Physicians treating Medicare patients may get some relief this year from the reporting requirements under the Meaningful Use rules, thanks to a bill in both houses of Congress. But that relief is far from guaranteed.

Physicians treating Medicare patients may get some relief this year from the reporting requirements under the Meaningful Use rules, thanks to a bill in both houses of Congress. But that relief is far from guaranteed.

Senators Rob Portman (R-Ohio) and Michael Bennett (D-Colorado) introduced the bill, the Flexibility in Electronic Health Record Reporting Act, in the U.S. Senate. Rep. Renee Ellmers (R-North Carolina) and seven colleagues, including Tom Price, MD (R-Georgia), introduced an identical bill in the House. 

Under the bill, physicians could choose any 90-day period this year to demonstrate compliance with requirements for the Stage 2 rules of Meaningful Use. Currently, physicians are required to certify compliance with the rules for the entire year. 

In 2015, the Centers for Medicare & Medicaid Services (CMS) allowed physicians to use any continuous 90 days as their EHR reporting period. But CMS also announced that this year and in the future providers would have to report for the full calendar year. 

For physicians seeking relief from the full-year requirement, the good news is the bill has bipartisan support in both chambers. But such backing does not guarantee passage.

In February, the Senate Committee on Health Education Labor and Pensions (HELP) sent to the full Senate a bill—the Improving Health Information Technology Act—that called for many of the changes physicians have proposed. Since then, not much has happened. But in May, HELP Committee Chairman Sen. Lamar Alexander (R-Tennessee) said that because
S. 2511 has bipartisan support, the Senate “ought” to get it passed and ready for President Obama’s signature by early July. 

 

Ellmers expects the bill to have a good chance of passing both chambers and being signed into law. “I feel strongly that the good bipartisan support will enhance the process and move this bill forward,” she tells
Medical Economics.

When home in her North Carolina district, she often hears physicians complain about how much time they spend complying with the Meaningful Use requirements. This year, physicians are preparing for new quality reporting requirements that will begin January 1, 2017, under the Medicare Access and CHIP Reauthorization Act of 2015 (MACRA). 

“We’re getting to the point now where we have to give some relief to healthcare providers,” says Ellmers, a registered nurse married to a general surgeon. Before being elected to Congress in 2010, she worked in her husband’s office in Dunn, North Carolina. 

Many physicians have told her they would rather take the 2% penalty for failing to comply with Meaningful Use  than to meet the requirements.

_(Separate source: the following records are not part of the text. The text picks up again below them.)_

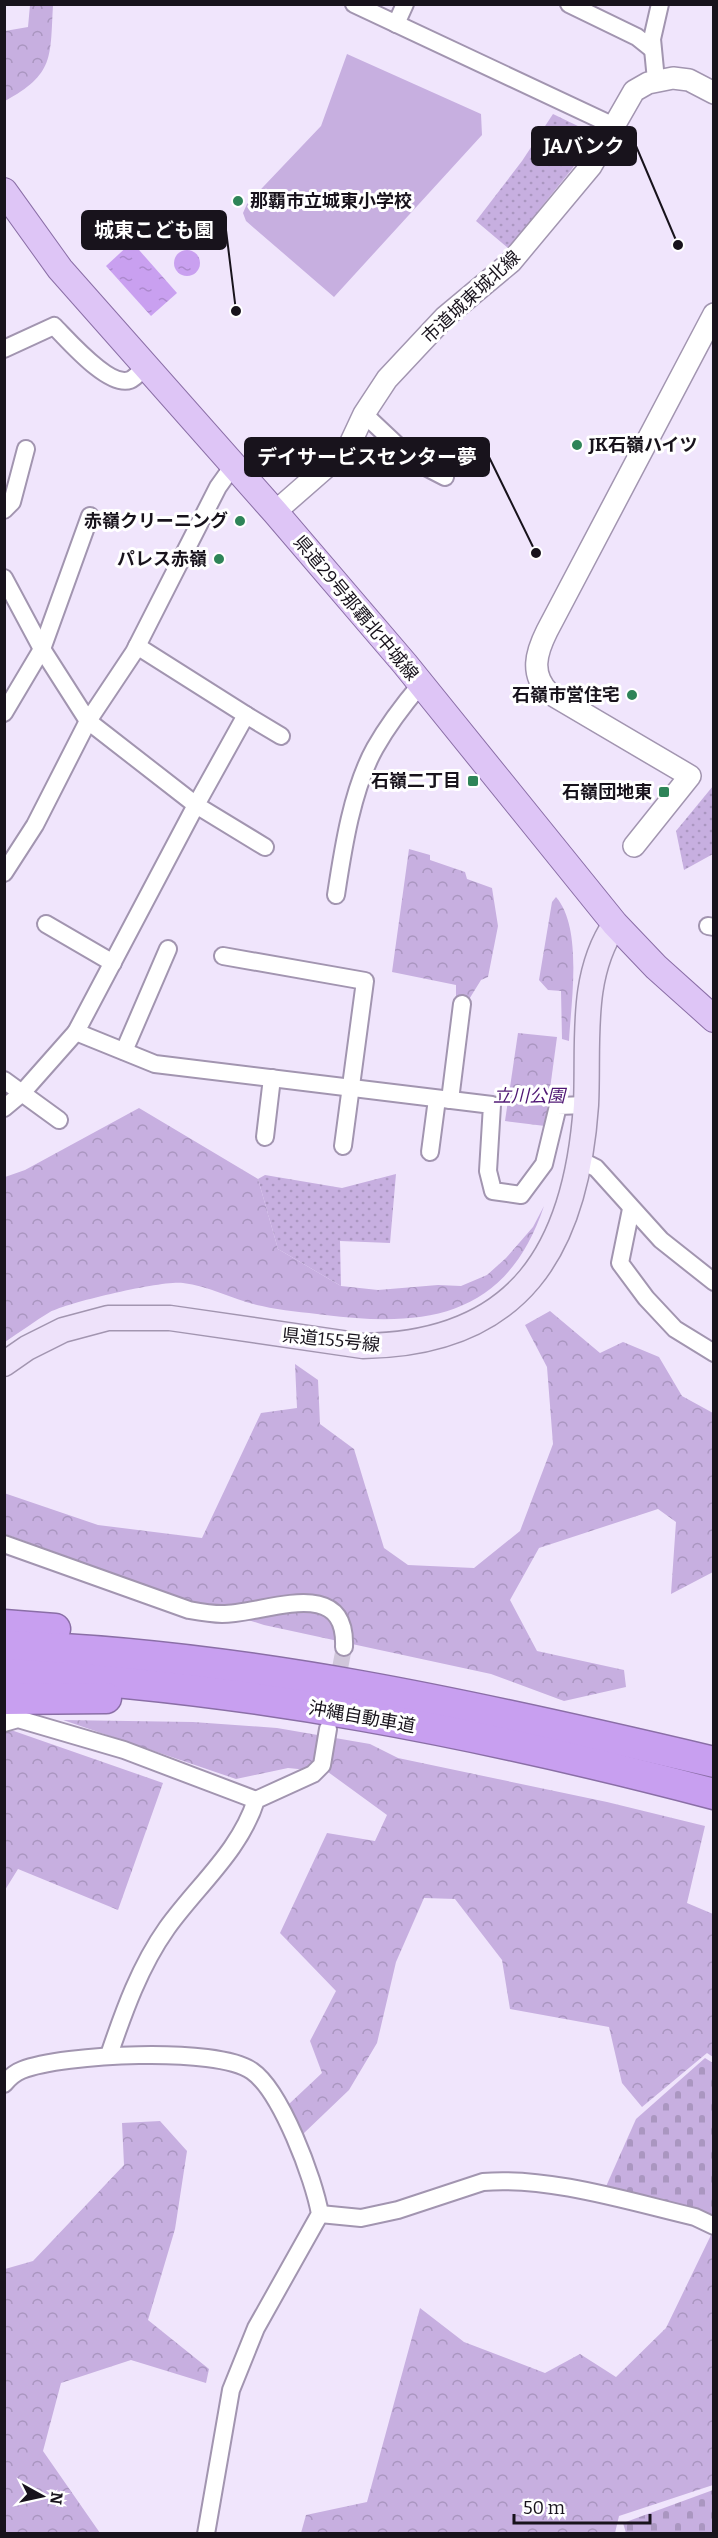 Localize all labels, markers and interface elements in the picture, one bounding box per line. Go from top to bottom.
callout: JAバンク [532,127,636,165]
text: JAバンク [542,134,625,158]
place label: 那覇市立城東小学校 [250,190,412,212]
marker: 那覇市立城東小学校 [231,194,245,208]
callout: 城東こども園 [82,211,226,249]
text: 城東こども園 [94,218,214,242]
street label: 市道城東城北線 [417,246,525,348]
place label: JK石嶺ハイツ [588,434,698,456]
callout: デイサービスセンター夢 [245,438,489,476]
marker: JK石嶺ハイツ [570,438,584,452]
text: デイサービスセンター夢 [257,445,477,469]
place label: 赤嶺クリーニング [84,510,228,532]
marker: 赤嶺クリーニング [233,514,247,528]
street label: 県道29号那覇北中城線 [289,531,423,685]
place label: パレス赤嶺 [117,548,207,570]
marker: パレス赤嶺 [212,552,226,566]
place label: 石嶺市営住宅 [512,684,620,706]
marker: 石嶺市営住宅 [625,688,639,702]
place label: 石嶺二丁目 [371,770,461,792]
marker: 石嶺二丁目 [466,774,480,788]
place label: 石嶺団地東 [562,781,652,803]
marker: 石嶺団地東 [657,785,671,799]
park label: 立川公園 [493,1085,568,1107]
street label: 県道155号線 [281,1324,381,1356]
street label: 沖縄自動車道 [307,1697,417,1737]
north arrow [12,2466,72,2526]
scale bar [514,2487,650,2525]
text: N [46,2491,67,2505]
text: 50 m [523,2497,565,2519] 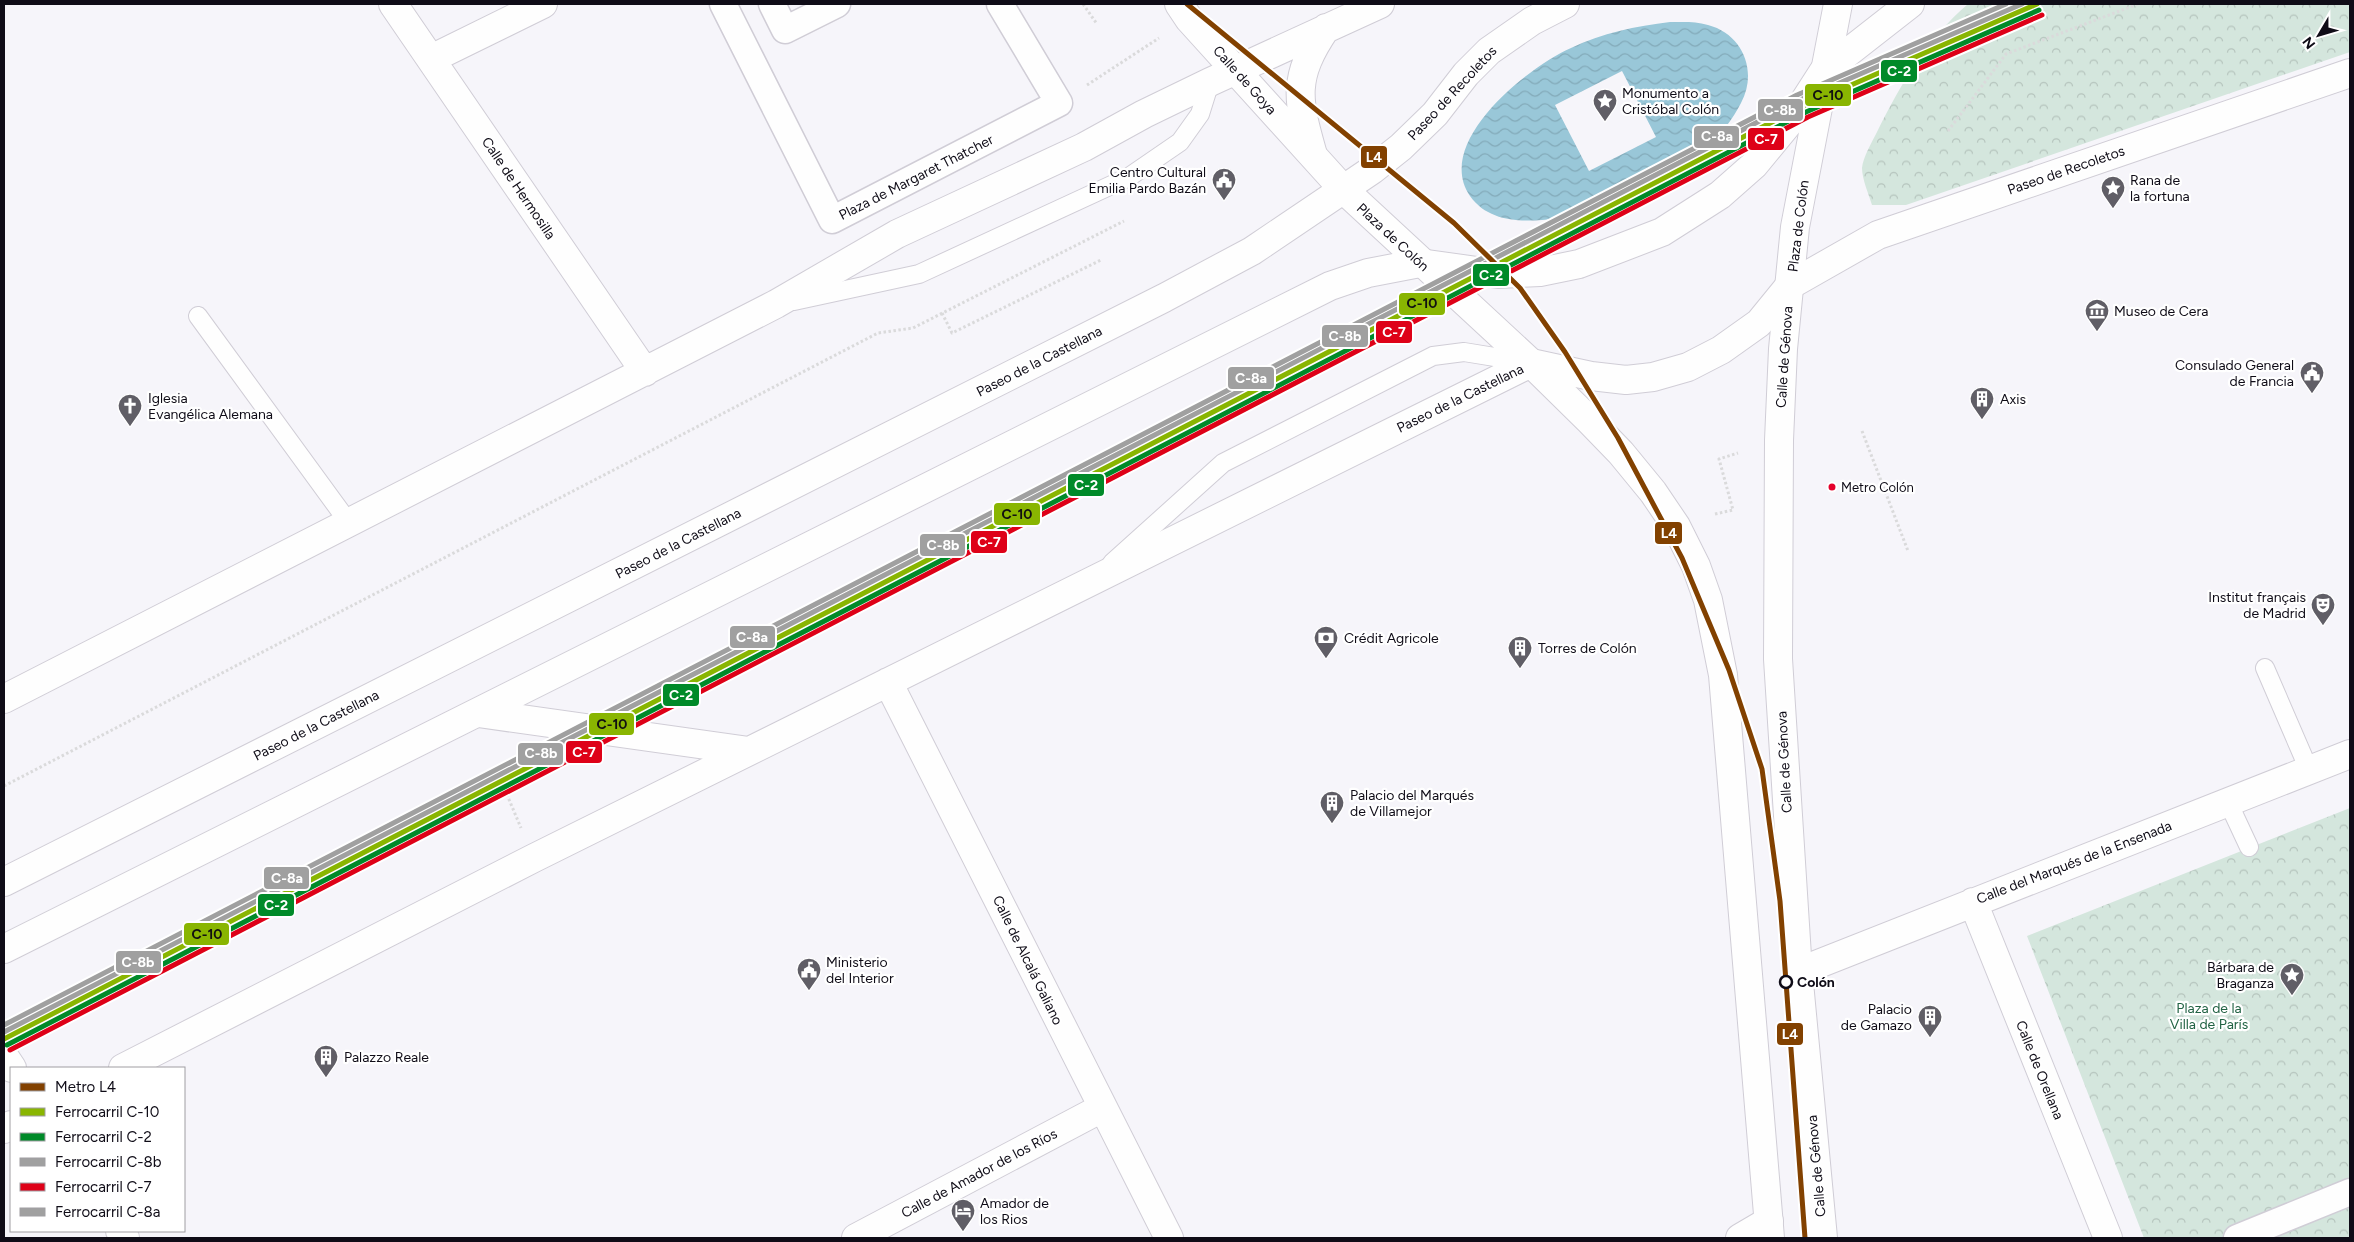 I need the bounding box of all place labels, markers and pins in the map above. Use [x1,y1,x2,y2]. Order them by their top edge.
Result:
place label: Monumento a Cristóbal Colón [1622,85,1719,118]
place icon: Monumento a Cristóbal Colón [1592,88,1618,122]
place label: Centro Cultural Emilia Pardo Bazán [1088,164,1206,197]
public building icon: Centro Cultural Emilia Pardo Bazán [1211,167,1237,201]
place label: Rana de la fortuna [2130,172,2190,205]
place icon: Rana de la fortuna [2100,175,2126,209]
museum icon: Museo de Cera [2084,298,2110,332]
place label: Museo de Cera [2114,303,2208,320]
place label: Consulado General de Francia [2175,357,2294,390]
public building icon: Consulado General de Francia [2299,360,2325,394]
building icon: Axis [1969,386,1995,420]
place label: Iglesia Evangélica Alemana [148,390,273,423]
place label: Axis [2000,391,2026,408]
church icon: Iglesia Evangélica Alemana [117,393,143,427]
place label: Metro Colón [1841,480,1914,495]
marker: Metro Colón [1827,482,1837,492]
place label: Institut français de Madrid [2208,589,2306,622]
theatre icon: Institut français de Madrid [2310,592,2336,626]
bank icon: Crédit Agricole [1313,625,1339,659]
place label: Crédit Agricole [1344,630,1439,647]
building icon: Torres de Colón [1507,635,1533,669]
place label: Torres de Colón [1538,640,1637,657]
place label: Palacio del Marqués de Villamejor [1350,787,1474,820]
building icon: Palacio del Marqués de Villamejor [1319,790,1345,824]
place label: Ministerio del Interior [826,954,894,987]
public building icon: Ministerio del Interior [796,957,822,991]
place label: Bárbara de Braganza [2207,959,2274,992]
place icon: Bárbara de Braganza [2279,962,2305,996]
place label: Colón [1797,974,1835,991]
marker: Colón [1779,975,1793,989]
place label: Palacio de Gamazo [1841,1001,1912,1034]
building icon: Palacio de Gamazo [1917,1004,1943,1038]
building icon: Palazzo Reale [313,1044,339,1078]
place label: Palazzo Reale [344,1049,429,1066]
place label: Amador de los Rios [980,1195,1049,1228]
hotel icon: Amador de los Rios [950,1198,976,1232]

Wanda Filer, MD, FAAFP, president of the American Academy of Family Physicians, also has heard physicians say they may pay the penalty or apply for a hardship waiver to avoid the penalty. 

“I think CMS knows that an awful lot of our members have thrown up their hands over Meaningful Use,” says Filer, a family physician practicing in York, Pennsylvania. 

One question that could hold up the legislation is its effect on revenue, warns Laura Wooster, MPH, vice president of government relations for the American Osteopathic Association. “If these bills mean less penalties from physicians and Congress is mostly in a budget neutral environment, any legislation that costs money must be offset by legislation that gets it from somewhere else,” Wooster says. “So, it’s a taller hill to climb rather than just whether members of Congress like it or not.”